Déjouer l’anxiété en favorisant la colère et ses bienfaits



L’anxiété est un mélange de plusieurs émotions dont la peur, la colère et la tristesse. Ces émotions sont en quelque sorte bloquées et apportent des sensations d’étouffement ou d’étranglement, des engourdissements ou des picotements, des serrements ou des douleurs à la poitrine, des palpitations cardiaques, des maux de ventre, de la fatigue…


Nous ne naissons pas anxieuse ou anxieux.
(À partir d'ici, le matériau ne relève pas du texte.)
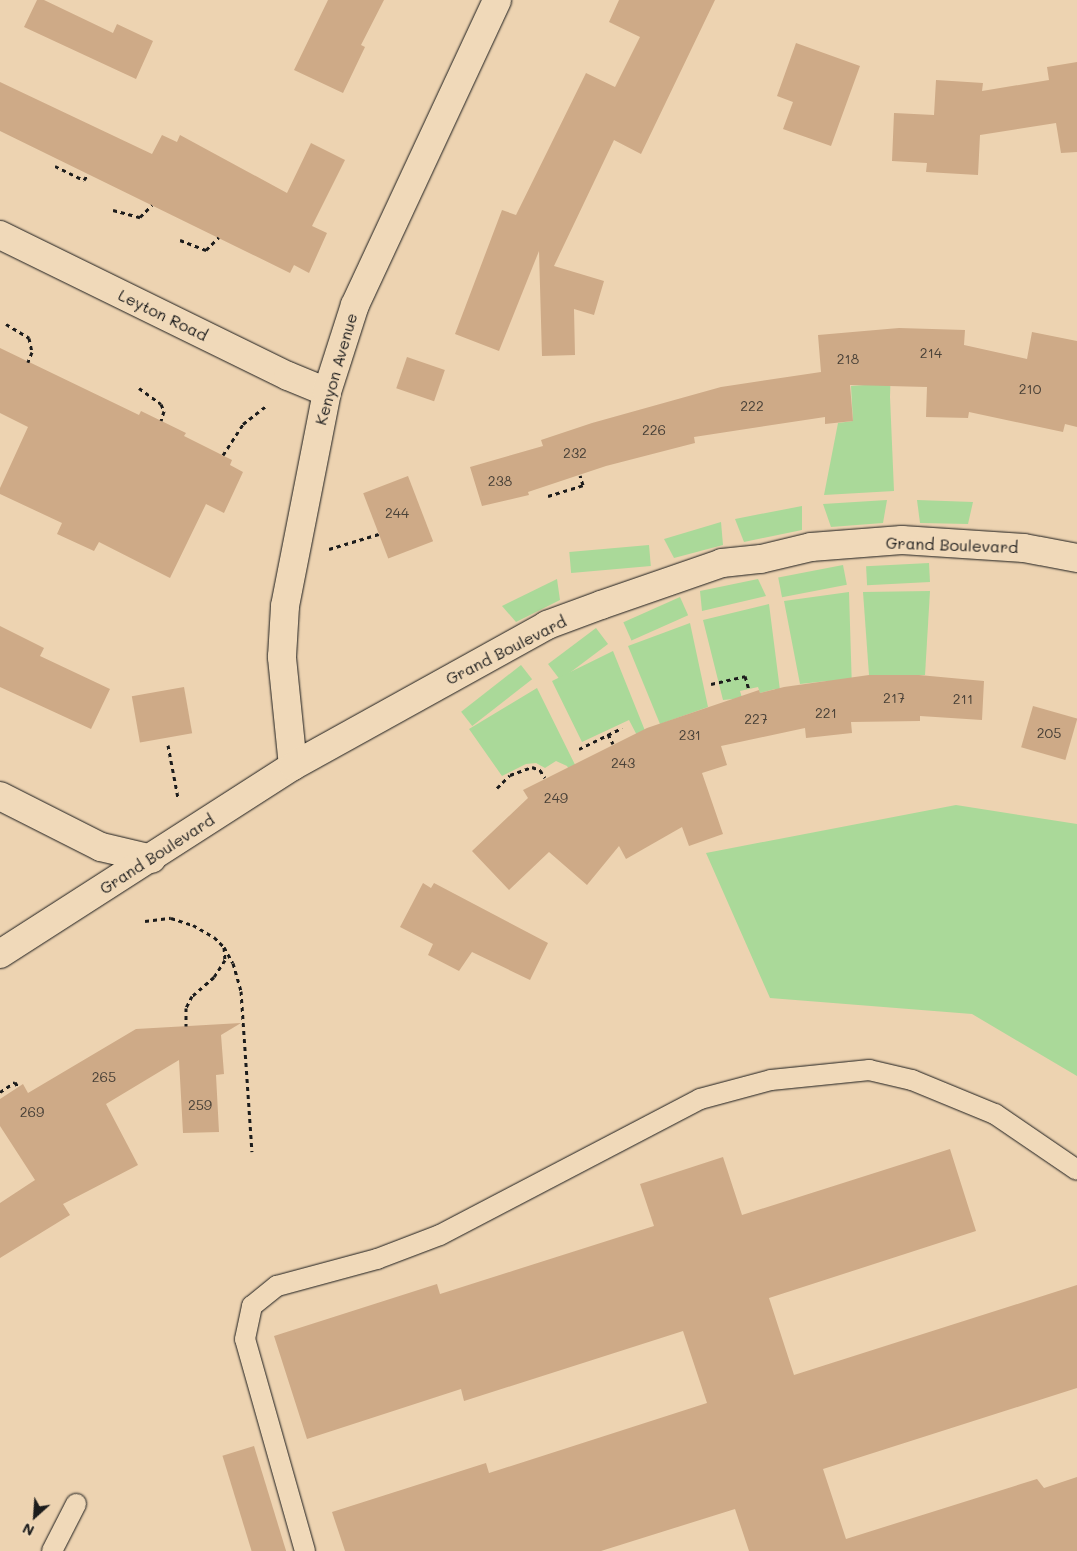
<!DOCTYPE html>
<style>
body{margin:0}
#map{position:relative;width:1077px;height:1551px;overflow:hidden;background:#edd3b1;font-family:Mali,sans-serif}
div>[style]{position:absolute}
.green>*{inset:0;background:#aad999;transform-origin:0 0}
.building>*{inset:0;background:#ceaa87;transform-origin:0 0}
.path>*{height:3px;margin-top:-1.5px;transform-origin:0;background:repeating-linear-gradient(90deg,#1c1c1c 0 4px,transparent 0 8px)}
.roads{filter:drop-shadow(0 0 1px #1c1c1c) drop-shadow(0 0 1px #1c1c1c)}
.service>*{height:20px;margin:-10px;padding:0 10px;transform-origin:10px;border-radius:10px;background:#f0d9b9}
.minor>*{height:28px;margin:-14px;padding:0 14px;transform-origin:14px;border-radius:14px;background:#f0d9b9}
span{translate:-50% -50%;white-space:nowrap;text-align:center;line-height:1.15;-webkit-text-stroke:4.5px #f0d9b9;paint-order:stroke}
.number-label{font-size:14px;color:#484037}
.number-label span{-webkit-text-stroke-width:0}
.street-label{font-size:16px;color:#1c1c1c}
.north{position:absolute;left:10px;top:1491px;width:50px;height:50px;-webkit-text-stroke:4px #f0d9b9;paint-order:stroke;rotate:206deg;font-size:14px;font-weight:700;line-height:20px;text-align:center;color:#1c1c1c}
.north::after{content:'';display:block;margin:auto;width:18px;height:22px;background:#1c1c1c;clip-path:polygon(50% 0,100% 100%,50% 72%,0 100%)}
</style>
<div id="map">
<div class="green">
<i style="clip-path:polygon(892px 332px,890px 397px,894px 491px,824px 495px,838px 423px,853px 421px,851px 386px,878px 384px)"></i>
<i style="clip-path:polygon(887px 500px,883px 523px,831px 527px,823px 504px)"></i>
<i style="clip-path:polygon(917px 500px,973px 502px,968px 524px,920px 523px)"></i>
<i style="clip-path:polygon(802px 506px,802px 530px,744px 542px,735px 519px)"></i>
<i style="clip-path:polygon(721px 522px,723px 545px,674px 558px,664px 539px)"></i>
<i style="left:649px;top:545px;width:21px;height:80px;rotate:85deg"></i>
<i style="left:929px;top:563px;width:19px;height:63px;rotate:87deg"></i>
<i style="left:843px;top:565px;width:20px;height:66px;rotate:79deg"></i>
<i style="clip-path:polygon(557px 579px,560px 600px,516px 622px,502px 606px)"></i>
<i style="clip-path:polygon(758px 579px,766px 596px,702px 611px,700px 591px)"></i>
<i style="clip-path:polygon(930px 591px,925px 675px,869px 675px,863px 592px)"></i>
<i style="clip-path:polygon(849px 592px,852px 690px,827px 681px,800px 684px,784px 601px)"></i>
<i style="left:680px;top:597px;width:20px;height:62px;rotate:66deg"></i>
<i style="clip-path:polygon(769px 604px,782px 706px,775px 689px,760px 693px,758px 687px,740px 691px,742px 698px,723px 700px,703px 620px)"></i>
<i style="clip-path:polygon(690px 623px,708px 707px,660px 724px,628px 646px)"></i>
<i style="left:596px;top:628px;width:20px;height:60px;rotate:53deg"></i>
<i style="clip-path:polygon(613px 651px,660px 768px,655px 770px,629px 720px,582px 742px,552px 681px)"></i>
<i style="left:521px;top:665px;width:18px;height:76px;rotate:52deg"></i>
<i style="clip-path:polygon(537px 688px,594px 803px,590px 806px,567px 766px,556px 761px,545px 768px,536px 763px,526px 764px,502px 776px,469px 729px)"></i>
<i style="clip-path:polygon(956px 805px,1077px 824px,1077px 1076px,972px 1014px,770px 998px,706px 853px)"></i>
</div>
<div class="building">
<i style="clip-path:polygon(37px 0,44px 0,113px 33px,117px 24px,153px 41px,136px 79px,24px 27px)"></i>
<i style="clip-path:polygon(328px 0,384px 0,361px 45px,365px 47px,343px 93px,294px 70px)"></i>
<i style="clip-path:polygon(619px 0,715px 0,641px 154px,614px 140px,554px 266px,604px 281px,594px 315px,574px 309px,575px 355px,542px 356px,539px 251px,499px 351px,455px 334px,502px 210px,516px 215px,586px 73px,615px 87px,640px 37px,609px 22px)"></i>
<i style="clip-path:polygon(796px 43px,860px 66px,831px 146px,783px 129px,793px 102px,777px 96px)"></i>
<i style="clip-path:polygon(1077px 62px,1077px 152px,1061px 153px,1056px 123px,980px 135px,978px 175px,926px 172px,927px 163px,892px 161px,894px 113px,934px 115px,936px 80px,983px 83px,982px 91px,1049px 80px,1047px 67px)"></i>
<i style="clip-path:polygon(0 82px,152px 154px,162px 135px,177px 142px,180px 135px,287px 193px,311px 143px,345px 160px,312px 226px,327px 233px,309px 273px,294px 265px,290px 273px,0 131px)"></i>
<i style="clip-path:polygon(899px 328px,965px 330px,964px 345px,1027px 359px,1032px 332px,1077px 341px,1077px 427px,1065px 424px,1063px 432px,969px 412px,968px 418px,926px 417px,927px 387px,850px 385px,853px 421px,825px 424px,825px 417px,694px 437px,695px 443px,606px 466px,528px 492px,529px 495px,482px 506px,470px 467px,543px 446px,541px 440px,592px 423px,721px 387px,821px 372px,818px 335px)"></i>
<i style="clip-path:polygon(0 348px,139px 415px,141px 411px,186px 433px,184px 436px,232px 460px,230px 465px,243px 472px,224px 513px,206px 504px,170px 578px,99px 542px,94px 551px,57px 534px,62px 523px,0 494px,0 488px,28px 427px,0 413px)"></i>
<i style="left:407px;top:357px;width:40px;height:33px;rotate:19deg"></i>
<i style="left:408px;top:476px;width:70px;height:48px;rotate:69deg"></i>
<i style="clip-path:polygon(0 626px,44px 648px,40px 656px,110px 689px,91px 729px,0 687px)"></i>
<i style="clip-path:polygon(869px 675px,919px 675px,984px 681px,982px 720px,920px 716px,920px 721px,851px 722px,852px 733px,806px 738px,805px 728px,721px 746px,727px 765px,702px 773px,723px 834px,689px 846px,682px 827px,626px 859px,619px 846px,587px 885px,549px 852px,509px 890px,472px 851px,528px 798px,523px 790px,647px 728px,759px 690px,760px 693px,784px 687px)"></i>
<i style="left:184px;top:687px;width:47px;height:53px;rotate:80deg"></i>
<i style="left:1033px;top:706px;width:46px;height:43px;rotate:16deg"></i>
<i style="clip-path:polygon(423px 883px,431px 888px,434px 883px,548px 943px,530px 980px,472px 952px,459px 971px,428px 955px,433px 944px,400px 927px)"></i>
<i style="clip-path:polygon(241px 1023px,221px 1035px,224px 1074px,216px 1075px,219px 1132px,183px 1133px,179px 1060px,106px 1104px,138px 1165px,63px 1204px,70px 1215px,0 1258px,0 1203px,35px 1180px,0 1126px,0 1099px,23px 1084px,28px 1093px,136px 1029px)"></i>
<i style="clip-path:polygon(950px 1149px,976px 1231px,769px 1298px,794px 1375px,1077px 1285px,1077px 1388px,823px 1469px,846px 1539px,1037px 1479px,1044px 1488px,1077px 1477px,1077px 1551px,749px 1551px,735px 1509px,601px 1551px,345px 1551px,332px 1512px,486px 1463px,489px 1473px,707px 1403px,683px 1331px,464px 1401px,461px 1389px,307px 1439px,274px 1336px,437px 1284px,440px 1294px,654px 1226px,640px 1184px,723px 1157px,742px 1215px)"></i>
<i style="left:254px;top:1446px;width:110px;height:33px;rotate:73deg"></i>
</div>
<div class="path">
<i style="left:55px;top:166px;width:32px;rotate:26deg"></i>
<i style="left:84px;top:180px;width:7px;rotate:-56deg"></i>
<i style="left:113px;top:210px;width:28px;rotate:15deg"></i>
<i style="left:140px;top:217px;width:17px;rotate:-45deg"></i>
<i style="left:180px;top:240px;width:28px;rotate:21deg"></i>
<i style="left:206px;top:250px;width:18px;rotate:-45deg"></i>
<i style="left:6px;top:324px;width:27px;rotate:31deg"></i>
<i style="left:29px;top:338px;width:14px;rotate:78deg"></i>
<i style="left:32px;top:352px;width:11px;rotate:112deg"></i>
<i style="left:139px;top:388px;width:27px;rotate:36deg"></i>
<i style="left:161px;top:404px;width:8px;rotate:67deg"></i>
<i style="left:164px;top:411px;width:10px;rotate:107deg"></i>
<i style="left:223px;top:455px;width:37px;rotate:-57deg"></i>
<i style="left:243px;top:424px;width:29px;rotate:-38deg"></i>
<i style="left:548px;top:496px;width:37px;rotate:-17deg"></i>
<i style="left:583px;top:485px;width:10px;rotate:-107deg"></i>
<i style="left:329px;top:549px;width:52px;rotate:-16.7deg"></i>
<i style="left:711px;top:684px;width:35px;rotate:-13deg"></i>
<i style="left:745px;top:676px;width:15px;rotate:74deg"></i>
<i style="left:608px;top:734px;width:11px;rotate:63deg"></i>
<i style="left:168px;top:745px;width:54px;rotate:79.3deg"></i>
<i style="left:579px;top:749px;width:48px;rotate:-26deg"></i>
<i style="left:497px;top:788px;width:18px;rotate:-45deg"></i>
<i style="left:510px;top:775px;width:23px;rotate:-20deg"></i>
<i style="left:532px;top:767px;width:9px;rotate:21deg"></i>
<i style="left:540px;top:770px;width:9px;rotate:58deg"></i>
<i style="left:145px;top:921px;width:26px;rotate:-7deg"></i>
<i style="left:171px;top:918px;width:23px;rotate:18deg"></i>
<i style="left:193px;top:925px;width:24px;rotate:30deg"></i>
<i style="left:214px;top:937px;width:14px;rotate:45deg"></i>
<i style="left:224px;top:947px;width:13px;rotate:86deg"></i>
<i style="left:225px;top:960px;width:20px;rotate:123deg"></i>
<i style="left:214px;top:977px;width:29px;rotate:139deg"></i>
<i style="left:192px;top:996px;width:13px;rotate:117deg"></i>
<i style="left:186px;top:1008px;width:18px;rotate:90deg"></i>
<i style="left:224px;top:947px;width:18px;rotate:61deg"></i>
<i style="left:233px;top:963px;width:29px;rotate:74deg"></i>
<i style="left:241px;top:991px;width:161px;rotate:86.1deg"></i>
<i style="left:0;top:1092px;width:18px;rotate:-34deg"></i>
<i style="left:15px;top:1082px;width:6px;rotate:59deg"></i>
</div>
<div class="roads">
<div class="service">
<i style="left:52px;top:1551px;width:53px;rotate:-62.9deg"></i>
<i style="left:305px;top:1551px;width:220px;rotate:-105.8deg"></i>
<i style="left:245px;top:1339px;width:34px;rotate:-78deg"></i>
<i style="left:252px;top:1306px;width:32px;rotate:-39deg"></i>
<i style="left:277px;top:1286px;width:104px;rotate:-15.1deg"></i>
<i style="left:377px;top:1259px;width:67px;rotate:-20.9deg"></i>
<i style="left:440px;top:1235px;width:293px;rotate:-27.6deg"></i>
<i style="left:700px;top:1099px;width:73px;rotate:-15deg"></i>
<i style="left:771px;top:1080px;width:99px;rotate:-5.8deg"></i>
<i style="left:869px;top:1070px;width:44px;rotate:13.1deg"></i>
<i style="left:912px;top:1080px;width:90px;rotate:22.3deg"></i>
<i style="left:995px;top:1114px;width:99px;rotate:34.3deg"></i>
</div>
<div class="minor">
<i style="left:0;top:235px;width:321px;rotate:26.1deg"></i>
<i style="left:288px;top:376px;width:42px;rotate:22.3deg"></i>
<i style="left:293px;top:766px;width:110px;rotate:-95.8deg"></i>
<i style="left:282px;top:657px;width:51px;rotate:-86.6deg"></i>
<i style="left:285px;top:606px;width:218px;rotate:-78.9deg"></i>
<i style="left:327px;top:392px;width:91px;rotate:-72.2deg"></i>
<i style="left:355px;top:305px;width:336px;rotate:-65deg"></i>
<i style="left:0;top:796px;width:113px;rotate:26.8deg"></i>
<i style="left:101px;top:847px;width:52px;rotate:13.2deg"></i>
<i style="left:0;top:954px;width:348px;rotate:-32.7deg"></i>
<i style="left:293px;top:766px;width:291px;rotate:-29deg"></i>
<i style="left:547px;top:625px;width:58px;rotate:-20.3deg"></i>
<i style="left:601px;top:605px;width:128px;rotate:-19.1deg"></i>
<i style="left:722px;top:563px;width:39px;rotate:-6deg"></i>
<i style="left:761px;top:559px;width:51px;rotate:-13.5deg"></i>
<i style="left:811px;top:547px;width:91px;rotate:-4.4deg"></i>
<i style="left:902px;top:540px;width:122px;rotate:3.8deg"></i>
<i style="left:1024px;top:548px;width:54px;rotate:10.7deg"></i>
</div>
</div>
<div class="number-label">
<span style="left:931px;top:353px">214</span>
<span style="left:848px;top:359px">218</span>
<span style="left:1030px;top:389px">210</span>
<span style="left:752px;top:406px">222</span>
<span style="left:654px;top:430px">226</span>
<span style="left:575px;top:453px">232</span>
<span style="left:500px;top:481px">238</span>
<span style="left:397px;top:513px">244</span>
<span style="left:894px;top:698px">217</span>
<span style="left:963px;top:699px">211</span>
<span style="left:826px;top:713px">221</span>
<span style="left:756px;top:719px">227</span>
<span style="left:1049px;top:733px">205</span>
<span style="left:690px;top:735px">231</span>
<span style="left:623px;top:763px">243</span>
<span style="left:556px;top:798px">249</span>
<span style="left:104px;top:1077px">265</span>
<span style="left:200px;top:1105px">259</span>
<span style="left:32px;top:1112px">269</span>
</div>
<div class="street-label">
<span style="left:163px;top:315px;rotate:26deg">Leyton Road</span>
<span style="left:336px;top:369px;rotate:-74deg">Kenyon Avenue</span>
<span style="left:952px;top:545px;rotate:2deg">Grand Boulevard</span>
<span style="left:506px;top:650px;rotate:-27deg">Grand Boulevard</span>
<span style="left:157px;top:854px;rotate:-33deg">Grand Boulevard</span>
</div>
<div class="north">N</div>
</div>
L’anxiété prend forme au cours de la petite enfance. Elle est une conséquence de l’incompréhension du rôle des émotions (surtout la colère!). L’enfant naît avec des émotions primaires mais il ne possède pas le « dispositif » pour les exprimer avec des mots. Ce dispositif va se construire à partir des réponses ajustées à ses besoins, à son stress et à ses émotions.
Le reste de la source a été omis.